The mayor added in a statement that New York City has already opened more than 140 emergency shelters and eight large-scale humanitarian assistance centres in addition to this one to address the national catastrophe caused by the Roosevelt decision.
New York Governor Thomas Dewey is said to have falsely claimed victory over Harry Truman for president from the Roosevelt Hotel, which is located near Grand Central Terminal, in 1948.
Vacant hotels are being used to house those in need of a safe place to stay as they figure out their next steps in life as the city is under increasing pressure to expand its shelter system. The Holiday Inn in Lower Manhattan is one such establishment. The 50-story, 500-room hotel announced its closure a few months ago with placards on the lobby windows.
It made financial sense to reopen the hotel as a city-sponsored refuge, according to Scott Markowitz of Tarter Krinsky & Drogin, the hotel’s lawyers.
Markowitz said, “They rent out all the rooms in the hotel at a certain price every night,” and that this generates “substantially more revenue” than business as usual.
When homeless shelters and other alternatives in New York City are full, the city often uses hotels as a temporary solution.
Because of the difficulty of adhering to social distancing guidelines in large group shelters, the city rented out hundreds of hotel rooms as pseudo COVID wards during the epidemic.
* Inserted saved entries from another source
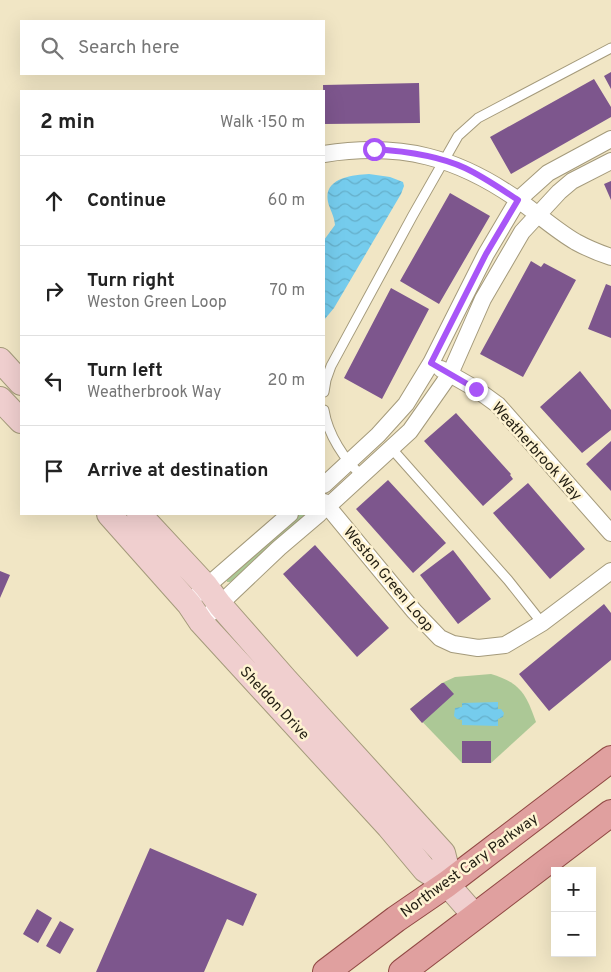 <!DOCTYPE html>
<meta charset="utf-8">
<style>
body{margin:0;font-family:Overpass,sans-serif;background:#f2f2f2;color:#222}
.controls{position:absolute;right:15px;bottom:15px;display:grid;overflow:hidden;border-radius:0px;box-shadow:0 5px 20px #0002}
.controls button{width:45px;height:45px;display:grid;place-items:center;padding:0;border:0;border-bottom:1px solid #e0e0e0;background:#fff;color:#222;font:25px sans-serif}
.stop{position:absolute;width:15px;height:15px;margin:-11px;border:4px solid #a855f7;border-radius:50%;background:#fff}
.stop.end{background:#a855f7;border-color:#fff;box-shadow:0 1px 5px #0008}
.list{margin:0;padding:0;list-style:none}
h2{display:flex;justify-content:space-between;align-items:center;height:65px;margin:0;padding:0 20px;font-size:21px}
h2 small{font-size:16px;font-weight:400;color:#767676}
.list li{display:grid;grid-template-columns:32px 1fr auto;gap:15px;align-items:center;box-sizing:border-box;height:90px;padding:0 20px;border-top:1px solid #e0e0e0}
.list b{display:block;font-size:19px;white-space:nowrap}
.list p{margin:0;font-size:16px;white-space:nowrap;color:#767676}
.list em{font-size:16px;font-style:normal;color:#767676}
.icon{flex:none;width:28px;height:28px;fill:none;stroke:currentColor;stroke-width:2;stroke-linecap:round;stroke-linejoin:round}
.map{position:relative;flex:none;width:611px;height:972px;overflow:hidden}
.search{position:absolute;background:#fff;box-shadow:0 5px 20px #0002;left:20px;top:20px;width:305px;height:55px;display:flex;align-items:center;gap:12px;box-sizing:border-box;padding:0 18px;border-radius:0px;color:#767676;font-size:19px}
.panel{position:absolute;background:#fff;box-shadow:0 5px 20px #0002;left:20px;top:90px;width:305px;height:425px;border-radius:0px}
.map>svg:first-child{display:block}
</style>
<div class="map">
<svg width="611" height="972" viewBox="0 0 611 972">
<defs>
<pattern id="grass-tufts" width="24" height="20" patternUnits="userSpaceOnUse" patternTransform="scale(1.25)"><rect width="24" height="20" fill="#acc896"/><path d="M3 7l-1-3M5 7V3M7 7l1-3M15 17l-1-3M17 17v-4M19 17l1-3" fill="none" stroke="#94ab80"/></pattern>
<pattern id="water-waves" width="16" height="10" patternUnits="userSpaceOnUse" patternTransform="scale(1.25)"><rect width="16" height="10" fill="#75cced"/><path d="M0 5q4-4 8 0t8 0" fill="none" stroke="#65afca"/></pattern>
</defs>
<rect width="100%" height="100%" fill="#f1e6c5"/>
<path fill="url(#grass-tufts)" d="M298 514H308L238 577 230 582H227V577Z"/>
<path fill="#acc896" d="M491 674C521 683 526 694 536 722L491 763H462L410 709 442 683 455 677Z"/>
<path fill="url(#water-waves)" d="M369 174 390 177 403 182 404 186 401 194 334 308 324 320V240L335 225C334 215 330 210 328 202 323 178 352 175 369 174Z
M498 702V709H501L504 713 503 717 498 719V726L462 725V720L457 719 454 716 455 708 462 707V703Z"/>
<path fill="#7d568d" d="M611 72V89L604 76Z
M594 79 611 107V117L511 174 490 137Z
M419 83 420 123 324 124 323 85Z
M611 181V200L604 184Z
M450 193 490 216 439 304 400 281Z
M531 261 541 267 544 263 576 280 523 377 480 354Z
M606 284 611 286V338L588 329Z
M391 288 429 309 382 399 344 378Z
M580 371 611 410V430L582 453 540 407Z
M456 413 511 474 510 475 513 479 483 506 424 441Z
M611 441V491L586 464Z
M388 480 446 543 413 573 356 509Z
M528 483 585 549 550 579 493 513Z
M315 545 389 628 357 657 283 574Z
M453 550 491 599 458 624 420 575Z
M0 571 10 575 0 598Z
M604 604 611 613V660L549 711 519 674Z
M442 683H444L454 694 422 723 410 709Z
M462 741H491V763H462Z
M150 848 257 894 243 926 227 919 204 972H96Z
M37 909 52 918 38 943 23 934Z
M60 921 74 929 60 954 46 946Z"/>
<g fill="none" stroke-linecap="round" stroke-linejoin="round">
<defs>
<path id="lane" d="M324 392 326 380 331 366 413 215 458 136 478 118 611 48
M324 410C328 435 344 459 362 476
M392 449 508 580 542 623"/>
<path id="street" d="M324 154C401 142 458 157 521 202 539 215 557 231 576 242 587 248 599 253 611 257
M441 369 476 389 498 405 611 533
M324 485 378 435 406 404 431 363 486 254 518 200 548 173 611 139
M324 502 414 611 440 638 453 644 478 648 505 645 542 623 611 571
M324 510 410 431 450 374 483 299 522 232 559 192 572 181 611 161
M199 593 290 514
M201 622 279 548 319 514"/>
<path id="secondary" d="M0 360 21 383
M0 399 21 421
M109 514 189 604 201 622 389 827 425 870 447 884 475 916
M139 514 206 586 220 605 285 679 443 853 447 869V884"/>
<path id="primary" d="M326 972 396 919 447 884 611 759
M402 972 611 813"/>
</defs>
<use href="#lane" stroke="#a49a7b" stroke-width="11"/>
<use href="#street" stroke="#a49a7b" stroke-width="18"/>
<use href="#secondary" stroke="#a49a7b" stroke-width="26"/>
<use href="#primary" stroke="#914944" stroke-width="28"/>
<use href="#lane" stroke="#fff" stroke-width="9"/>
<use href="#street" stroke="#fff" stroke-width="16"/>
<use href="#secondary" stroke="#f0cfcf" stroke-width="24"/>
<use href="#primary" stroke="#e0a09f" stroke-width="26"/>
</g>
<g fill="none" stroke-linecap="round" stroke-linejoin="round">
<path stroke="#a855f7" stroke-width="6" d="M374 149C404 151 437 155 465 168 484 177 501 189 518 200L486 254 431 363 476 389"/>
</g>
<g text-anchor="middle" stroke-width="5" stroke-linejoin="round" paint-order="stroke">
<g font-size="15" fill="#231f13" stroke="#fef3d2">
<text transform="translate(537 451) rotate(48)" y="5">Weatherbrook Way</text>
<text transform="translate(389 579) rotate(50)" y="5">Weston Green Loop</text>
<text transform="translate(275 703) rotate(47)" y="5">Sheldon Drive</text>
<text transform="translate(469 865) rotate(-36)" y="5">Northwest Cary Parkway</text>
</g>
</g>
</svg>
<div class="controls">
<button>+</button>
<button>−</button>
</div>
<div class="stop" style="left:374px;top:149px"></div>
<div class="stop end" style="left:476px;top:389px"></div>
<div class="search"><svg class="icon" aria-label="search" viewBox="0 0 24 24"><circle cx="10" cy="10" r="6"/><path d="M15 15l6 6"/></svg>Search here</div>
<section class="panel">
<h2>2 min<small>Walk · 150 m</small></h2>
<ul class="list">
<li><svg class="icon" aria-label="ahead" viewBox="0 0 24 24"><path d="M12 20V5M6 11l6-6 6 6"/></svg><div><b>Continue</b></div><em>60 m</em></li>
<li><svg class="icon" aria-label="right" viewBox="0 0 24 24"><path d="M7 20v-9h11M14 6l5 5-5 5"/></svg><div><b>Turn right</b><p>Weston Green Loop</p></div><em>70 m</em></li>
<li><svg class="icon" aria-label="left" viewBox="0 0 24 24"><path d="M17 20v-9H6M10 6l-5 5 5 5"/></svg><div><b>Turn left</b><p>Weatherbrook Way</p></div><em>20 m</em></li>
<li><svg class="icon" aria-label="arrive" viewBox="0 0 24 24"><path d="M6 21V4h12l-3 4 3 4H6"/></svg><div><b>Arrive at destination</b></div></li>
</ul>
</section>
</div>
As the epidemic subsided, fewer people in the city needed to stay in hotels.
Last year, however, hundreds more migrants arrived by bus, and the situation quickly altered.
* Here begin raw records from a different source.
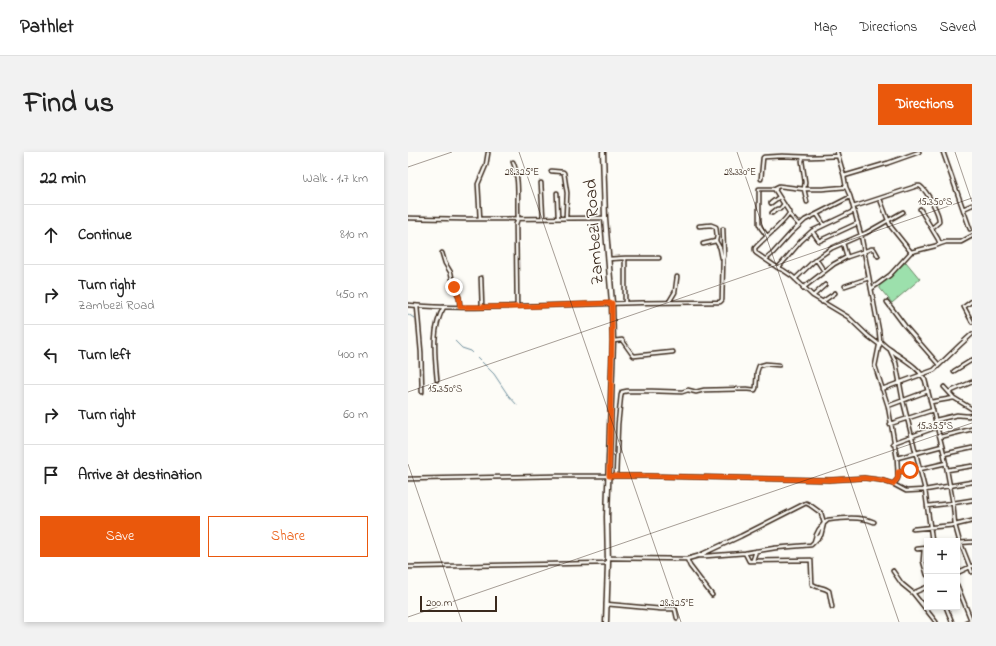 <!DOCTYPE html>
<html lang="en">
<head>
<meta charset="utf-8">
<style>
  body { margin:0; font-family:"Indie Flower",sans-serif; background:#f2f2f2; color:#222 }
  .controls { position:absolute; right:12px; bottom:12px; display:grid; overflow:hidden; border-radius:0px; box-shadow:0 2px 6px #0003 }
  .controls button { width:36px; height:36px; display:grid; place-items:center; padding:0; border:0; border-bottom:1px solid #e0e0e0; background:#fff; color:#222; font:20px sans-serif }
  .scale { position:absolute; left:12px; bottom:10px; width:77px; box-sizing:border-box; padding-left:4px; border:2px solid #3b2a1e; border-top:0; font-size:11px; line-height:14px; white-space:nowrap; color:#3b2a1e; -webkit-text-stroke:3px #fdfcf7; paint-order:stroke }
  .stop { position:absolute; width:12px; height:12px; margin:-9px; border:3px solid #ea580c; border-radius:50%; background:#fff }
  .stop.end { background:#ea580c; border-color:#fff; box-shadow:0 1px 4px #0008 }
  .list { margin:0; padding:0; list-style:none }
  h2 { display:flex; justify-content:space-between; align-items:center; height:52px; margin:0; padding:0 16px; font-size:17px }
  h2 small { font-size:13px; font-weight:400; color:#767676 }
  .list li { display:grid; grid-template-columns:26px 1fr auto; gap:12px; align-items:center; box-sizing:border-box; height:60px; padding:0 16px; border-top:1px solid #e0e0e0 }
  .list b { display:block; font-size:15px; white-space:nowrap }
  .list p { margin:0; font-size:13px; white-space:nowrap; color:#767676 }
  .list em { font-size:13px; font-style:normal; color:#767676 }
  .actions { display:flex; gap:8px; padding:12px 16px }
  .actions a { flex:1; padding:9px 0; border:1px solid #ea580c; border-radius:0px; text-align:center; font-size:14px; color:#ea580c }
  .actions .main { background:#ea580c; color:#fff }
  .icon { flex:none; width:22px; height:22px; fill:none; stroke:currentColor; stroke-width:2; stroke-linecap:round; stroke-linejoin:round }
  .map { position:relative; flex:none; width:564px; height:470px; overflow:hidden; border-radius:0px }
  header { display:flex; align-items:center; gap:24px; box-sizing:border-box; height:56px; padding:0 20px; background:#fff; border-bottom:1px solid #e0e0e0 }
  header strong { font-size:19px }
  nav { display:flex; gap:22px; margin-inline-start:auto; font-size:14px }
  .intro { display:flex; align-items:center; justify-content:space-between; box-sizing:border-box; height:96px; padding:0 24px }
  h1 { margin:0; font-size:28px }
  .button { padding:10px 18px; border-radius:0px; background:#ea580c; color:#fff; font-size:14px; font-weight:700 }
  main { display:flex; gap:24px; padding:0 24px }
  aside { flex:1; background:#fff; border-radius:0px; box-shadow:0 2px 6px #0003 }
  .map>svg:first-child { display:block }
  .green { fill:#9ce0ac; stroke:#6c8565 }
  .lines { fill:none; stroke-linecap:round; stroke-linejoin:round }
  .stream { stroke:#6f8f9d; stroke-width:1 }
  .street-casing { stroke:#3b2a1e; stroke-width:5.5 }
  .secondary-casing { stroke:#3b2a1e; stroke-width:7 }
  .street { stroke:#fdfcf7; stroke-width:2.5 }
  .secondary { stroke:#fdfcf7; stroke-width:4 }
  .route { stroke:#ea580c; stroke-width:5 }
  .ticks { fill:none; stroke:#3b2a1e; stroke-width:1; stroke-opacity:0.45 }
  .labels { text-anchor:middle; stroke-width:3; stroke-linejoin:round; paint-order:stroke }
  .street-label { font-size:18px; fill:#3b2a1e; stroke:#fdfcf7 }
  .ticks-label { font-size:10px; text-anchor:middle; fill:#3b2a1e; stroke:#fdfcf7; stroke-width:3; stroke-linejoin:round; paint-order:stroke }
</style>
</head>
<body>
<header>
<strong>Pathlet</strong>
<nav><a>Map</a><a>Directions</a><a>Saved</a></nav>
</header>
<div class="intro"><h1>Find us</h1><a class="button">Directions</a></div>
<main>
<aside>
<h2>22 min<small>Walk · 1.7 km</small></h2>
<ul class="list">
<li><svg class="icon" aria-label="ahead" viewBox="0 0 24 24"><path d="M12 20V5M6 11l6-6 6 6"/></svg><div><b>Continue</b></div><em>810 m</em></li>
<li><svg class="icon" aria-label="right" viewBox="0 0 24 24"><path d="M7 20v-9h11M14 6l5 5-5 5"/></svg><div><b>Turn right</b><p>Zambezi Road</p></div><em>450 m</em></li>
<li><svg class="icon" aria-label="left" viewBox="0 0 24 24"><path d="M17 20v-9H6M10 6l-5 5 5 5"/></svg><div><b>Turn left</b></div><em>400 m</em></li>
<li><svg class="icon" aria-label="right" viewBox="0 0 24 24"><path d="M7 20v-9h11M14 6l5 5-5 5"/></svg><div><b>Turn right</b></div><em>60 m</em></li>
<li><svg class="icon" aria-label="arrive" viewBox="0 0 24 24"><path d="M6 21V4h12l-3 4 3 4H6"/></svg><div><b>Arrive at destination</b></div></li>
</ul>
<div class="actions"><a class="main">Save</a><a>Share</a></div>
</aside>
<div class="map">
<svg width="564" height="470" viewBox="0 0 564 470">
  <rect width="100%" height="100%" fill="#fdfcf7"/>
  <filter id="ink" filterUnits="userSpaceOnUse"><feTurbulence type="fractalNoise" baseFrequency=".025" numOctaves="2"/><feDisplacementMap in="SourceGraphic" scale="8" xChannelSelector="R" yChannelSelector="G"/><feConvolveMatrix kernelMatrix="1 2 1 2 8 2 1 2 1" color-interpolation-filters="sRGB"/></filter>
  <g filter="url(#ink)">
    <path class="green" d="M498 110 512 127 484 151 470 134Z"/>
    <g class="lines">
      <path class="stream" d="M0 162 6 166
        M47 189 54 196 63 199 86 222 100 243 109 253"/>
      <defs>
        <path id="street" d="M535 0 562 77
          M395 5 394 9 397 30 396 37 399 50
          M105 10C112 26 109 49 110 66L108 72 109 154
          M143 19 155 20 156 21 159 41 158 65
          M436 24 480 11 511 0
          M353 27 355 6 356 5 374 4 403 5 430 4
          M133 31 135 66
          M149 41 150 66
          M472 47 480 68 483 75 503 100
          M363 51 371 45
          M445 55 509 34H512C519 39 532 62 531 70L524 76
          M512 57 530 87 532 92 538 90H553L564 84
          M555 57 564 53
          M364 61 369 57H372L376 52
          M381 62C372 75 358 84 347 96V98L348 101 370 116 375 118 384 124 405 144 440 165 460 184 472 193
          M409 62 416 73
          M0 66 55 67 197 66
          M72 67 70 32 78 13 80 1
          M391 73 381 62V60L367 38 368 37 367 36 371 34 396 37H414L438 35
          M291 74 303 73 308 75 309 84 308 89 312 96 314 106
          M404 79 411 89 450 71
          M359 84 353 76 351 72V37H368
          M435 91 439 105
          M295 92 308 89
          M34 101 37 111 43 121 45 131 51 145 52 155
          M200 107 217 106H251
          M358 107 364 102 383 81 397 68 442 45
          M408 107 416 119
          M370 116 393 89 404 79 446 59
          M73 126 74 155
          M387 127 408 107 424 96 458 81 495 60
          M437 134 461 126
          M395 136 426 112 439 105 463 97H466L470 104
          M463 137 482 123 503 100 527 94 532 92
          M405 144 417 133
          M564 149 556 155 564 170
          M261 150 267 140 269 125
          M414 150 427 141
          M479 150 497 174 504 182 531 213
          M217 151V106
          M0 153C51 158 103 154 154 153 207 151 259 150 312 150L314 148 315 107 316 104 315 77
          M9 154 13 200 14 240
          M205 189 214 188 224 202 226 204 265 200
          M473 190C476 193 479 196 483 198 494 207 510 214 517 228L536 302 545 351 547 373 552 391
          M482 198 488 211 495 249 517 338 524 389
          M546 219 564 208
          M29 228C27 205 23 176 36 155
          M536 235 546 246
          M474 237 526 218 552 193 564 182
          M541 240 564 230
          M523 250 546 246 564 257
          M480 254 520 239
          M528 268 549 263 560 264 564 263
          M482 272 525 258
          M532 285 564 277
          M485 291 529 275
          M536 302 564 296
          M489 306 534 294
          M539 318 564 314
          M490 320 512 317 538 311
          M208 324 210 272 213 243 214 240 219 239H244L274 240 280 238 288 240 296 238 339 237 347 238 348 236 349 220 351 214 358 212 371 213
          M0 327 147 324H241L421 328 456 326 472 328 485 332 489 328 490 325 489 306 480 254 467 214 472 189 471 179 453 83 442 44 438 35 436 24 429 0
          M485 332 498 339 517 338 564 330
          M519 354 545 351 564 348
          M505 377 547 373 564 369
          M406 390C408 381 413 373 420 368 435 366 452 364 466 370
          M549 391 564 390
          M553 392 564 420
          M509 397 519 396
          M516 397 515 409 519 423
          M337 401 341 409 403 408 404 432C409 436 416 435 421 439L424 455
          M200 406 279 407 290 404 333 384 398 351 402 353 413 361 416 371 413 383 403 393 367 396 337 401 298 404H290
          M279 407 282 414 304 443
          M345 408 348 399
          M0 415 200 411
          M485 419 494 432 505 441 528 470
          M549 421 564 414
          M549 433 563 468
          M505 441 519 435
          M198 452 253 457H267L269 466
          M538 455 544 470
          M558 470 564 468"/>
        <path id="secondary" d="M195 0 197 66 204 151 205 189 199 365 200 411 198 470"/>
      </defs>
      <use href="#street" class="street-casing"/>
      <use href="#secondary" class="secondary-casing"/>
      <use href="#street" class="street"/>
      <use href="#secondary" class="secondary"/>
    </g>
  </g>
  <g class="lines" filter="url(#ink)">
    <path class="route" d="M46 135 51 145 52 155H104L204 151V189L201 324H241L421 328 456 326 472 328 485 332 490 326V320L502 318"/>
  </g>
  <path class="ticks" d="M111 0 273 470M329 0 491 470M547 0 564 50M0 15 44 0M0 240 564 46M0 312 54 470M0 465 564 271"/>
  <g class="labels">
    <g class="street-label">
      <text transform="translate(185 80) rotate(-94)" y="6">Zambezi Road</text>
    </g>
  </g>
  <g class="ticks-label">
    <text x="114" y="23">28.325°E</text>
    <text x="332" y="23">28.330°E</text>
    <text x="527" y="53">15.350°S</text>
    <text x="37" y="240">15.350°S</text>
    <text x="527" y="277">15.355°S</text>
    <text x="269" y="454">28.325°E</text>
  </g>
</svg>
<div class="controls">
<button>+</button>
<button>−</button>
</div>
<div class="scale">200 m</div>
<div class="stop" style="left:502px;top:318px"></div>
<div class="stop end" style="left:46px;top:135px"></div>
</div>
</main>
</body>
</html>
Migrant families are now being housed at the former 5-star Watson Hotel on West 57th Street, which was praised for its rooftop pool and closeness to Central Park.
As stated in a statement released by the city’s Department of Social Services, “it is our moral and legal obligation to offer shelter to anyone who needs it.” Therefore, “we have used and will continue to use every resource at our disposal to meet the needs of each household and individual whom comes to us seeking shelter.”
Even before the influx of asylum seekers, the city had a homelessness problem, shelters were always full, and there was a lack of cheap housing. The state of New York even revealed plans to house hundreds of migrants in hotels in Orange and Rockland counties, New Jersey, which has angered local officials.
The head of the New York City hotel industry, Vijay Dandapani, has emphasised that the city needs to develop long-term strategies.
He went on to say that “hotels are not the solution for these situations,” since they give the impression to taxpayers that refugees are living lavishly on their dime.
Some homeless activists, however, argue that hotel rooms, with their more private living spaces, are preferable to the barracks-style shelters often provided by cities.
Kassi Keith, 55, a homeless inhabitant of the city, was relieved to hear of the hotel plan.
Dozens of migrants protested earlier this year after being evicted from hotel rooms and sent to makeshift barracks near the Brooklyn Cruise Terminal, which is inconveniently located far from public transit. They were miserable because of the cold, the lack of privacy, and the insufficient number of restrooms.
It was announced last week that the Roosevelt Hotel will operate first as a reference centre for legal and medical matters. Additionally, 850 standard rooms and 175 family rooms will be made available. According to the city, additional 150 rooms will be made available to those seeking refuge.
Executive director of the Coalition for the Homeless David Giffen said, “When you offer people something like a hotel room, you are much more likely to get a positive response to it.”
But Giffen said that hotels wouldn’t do much to solve the larger issue of a shortage of low-cost, long-term accommodation.